Maria Dillon, Anna Goloubkina : deux sculptrices exceptionnelles

Des origines sociales singulières

Ce tour d’horizon général de la situation des femmes sculpteurs en Russie ne serait pas complet si l’on n’évoquait pas le cas de celles d’entre elles qui ont, d’une façon ou d’une autre, réussi dans la carrière. Si l’on peut évoquer le cas de Vera Moukhina, Sarra Lebedeva ou Nadejda Krandievskaïa comme exemples de réussite professionnelle sous l’ère soviétique, elles n’ont cependant pas connu la notoriété avant la révolution. En revanche, on peut dire que Maria Dillon et Anna Goloubkina ont bénéficié d’une reconnaissance certaine dès l’Âge d’argent. La première fut acceptée dans les cercles artistiques mondains de l’époque, bénéficia de nombreuses commandes et récompenses, avant de sombrer dans un relatif oubli après la Révolution. La seconde, éternelle impécunieuse, mais estimée par les artistes et critiques qui connaissaient son œuvre, et aussi par un certain public, a été jusqu’à aujourd’hui considérée comme un des artistes majeurs de l’Âge d’argent. Mais il est intéressant de constater à quel point ces deux femmes se détachaient, par de nombreux points de biographie, de leurs consœurs artistes.
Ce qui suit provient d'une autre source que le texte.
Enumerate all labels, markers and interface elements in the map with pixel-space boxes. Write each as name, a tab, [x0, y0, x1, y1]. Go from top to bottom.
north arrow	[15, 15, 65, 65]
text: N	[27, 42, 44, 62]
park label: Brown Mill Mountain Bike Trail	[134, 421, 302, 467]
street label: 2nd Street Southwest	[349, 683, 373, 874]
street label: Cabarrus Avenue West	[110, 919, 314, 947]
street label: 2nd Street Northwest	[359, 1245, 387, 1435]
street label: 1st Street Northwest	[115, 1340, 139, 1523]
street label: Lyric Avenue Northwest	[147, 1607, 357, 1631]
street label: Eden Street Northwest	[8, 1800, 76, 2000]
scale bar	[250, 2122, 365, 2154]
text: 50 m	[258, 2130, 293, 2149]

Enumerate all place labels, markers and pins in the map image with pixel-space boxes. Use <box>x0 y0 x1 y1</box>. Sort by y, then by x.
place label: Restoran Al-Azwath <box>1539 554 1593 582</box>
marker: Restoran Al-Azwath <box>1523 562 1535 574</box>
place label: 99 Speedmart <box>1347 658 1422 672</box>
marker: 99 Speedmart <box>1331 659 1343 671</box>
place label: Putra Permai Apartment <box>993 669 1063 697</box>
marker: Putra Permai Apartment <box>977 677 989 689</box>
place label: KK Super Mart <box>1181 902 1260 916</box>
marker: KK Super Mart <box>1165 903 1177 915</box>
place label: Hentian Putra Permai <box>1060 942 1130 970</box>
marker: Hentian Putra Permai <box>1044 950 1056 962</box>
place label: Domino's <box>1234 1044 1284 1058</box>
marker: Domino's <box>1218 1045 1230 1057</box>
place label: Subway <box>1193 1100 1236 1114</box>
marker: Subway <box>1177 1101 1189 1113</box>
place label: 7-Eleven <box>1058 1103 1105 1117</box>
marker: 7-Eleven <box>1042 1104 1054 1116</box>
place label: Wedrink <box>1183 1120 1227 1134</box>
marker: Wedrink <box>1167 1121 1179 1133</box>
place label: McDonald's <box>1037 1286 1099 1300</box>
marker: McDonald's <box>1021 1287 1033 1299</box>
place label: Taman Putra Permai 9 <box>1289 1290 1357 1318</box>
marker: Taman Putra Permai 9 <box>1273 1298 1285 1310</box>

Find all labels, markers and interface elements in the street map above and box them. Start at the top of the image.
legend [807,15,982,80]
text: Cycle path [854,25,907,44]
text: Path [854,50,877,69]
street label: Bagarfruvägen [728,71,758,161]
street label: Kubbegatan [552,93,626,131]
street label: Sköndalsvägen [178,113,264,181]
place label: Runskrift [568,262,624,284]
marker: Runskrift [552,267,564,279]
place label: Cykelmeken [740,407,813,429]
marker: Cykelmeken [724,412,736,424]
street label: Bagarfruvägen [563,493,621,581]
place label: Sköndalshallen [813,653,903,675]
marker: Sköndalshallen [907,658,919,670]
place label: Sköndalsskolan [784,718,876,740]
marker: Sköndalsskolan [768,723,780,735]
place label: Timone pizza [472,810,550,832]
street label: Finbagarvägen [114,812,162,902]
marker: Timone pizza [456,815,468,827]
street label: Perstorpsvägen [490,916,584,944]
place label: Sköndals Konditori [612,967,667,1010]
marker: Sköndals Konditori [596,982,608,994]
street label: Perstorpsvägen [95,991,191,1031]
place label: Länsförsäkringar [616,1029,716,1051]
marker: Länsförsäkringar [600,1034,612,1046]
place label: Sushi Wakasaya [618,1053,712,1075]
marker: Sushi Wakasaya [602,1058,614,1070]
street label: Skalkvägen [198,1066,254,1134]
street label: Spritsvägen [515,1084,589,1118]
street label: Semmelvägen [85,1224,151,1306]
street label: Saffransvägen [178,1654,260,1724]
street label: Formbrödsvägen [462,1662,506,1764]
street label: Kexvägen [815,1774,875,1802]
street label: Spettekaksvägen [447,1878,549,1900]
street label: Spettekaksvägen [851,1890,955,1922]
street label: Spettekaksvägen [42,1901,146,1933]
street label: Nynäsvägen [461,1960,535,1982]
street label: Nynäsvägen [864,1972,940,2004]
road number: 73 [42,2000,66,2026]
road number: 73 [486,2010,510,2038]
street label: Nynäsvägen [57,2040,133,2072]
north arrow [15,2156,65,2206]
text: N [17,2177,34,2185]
Tout d’abord, il est frappant de constater que ces deux femmes, qui ont le plus brillamment réussi à l’époque dans l’univers de la sculpture russe, ne sont pas issues de milieux sociaux particulièrement favorisés. Maria Dillon est fille d’un petit marchand lituanien[33], tandis qu’Anna Goloubkina est issue d’une famille de cultivateurs maraîchers de la province de Riazan, bourgade de Zaraïsk, ce qui lui vaudra d’ailleurs de devoir faire face à certains sarcasmes, par exemple du très snob Sergueï Diaguilev, ainsi que le rapporte Vassili Rozanov, relatant une conversation avec ce dernier autour de 1908 à propos de l’artiste :

Qui est-ce ?

– Une paysanne ! Qui tient un potager ! Elle est maintenant partie à Paris et elle étudie, à ce qu’il semble, auprès de Rodin – enfin, auprès d’un maître connu.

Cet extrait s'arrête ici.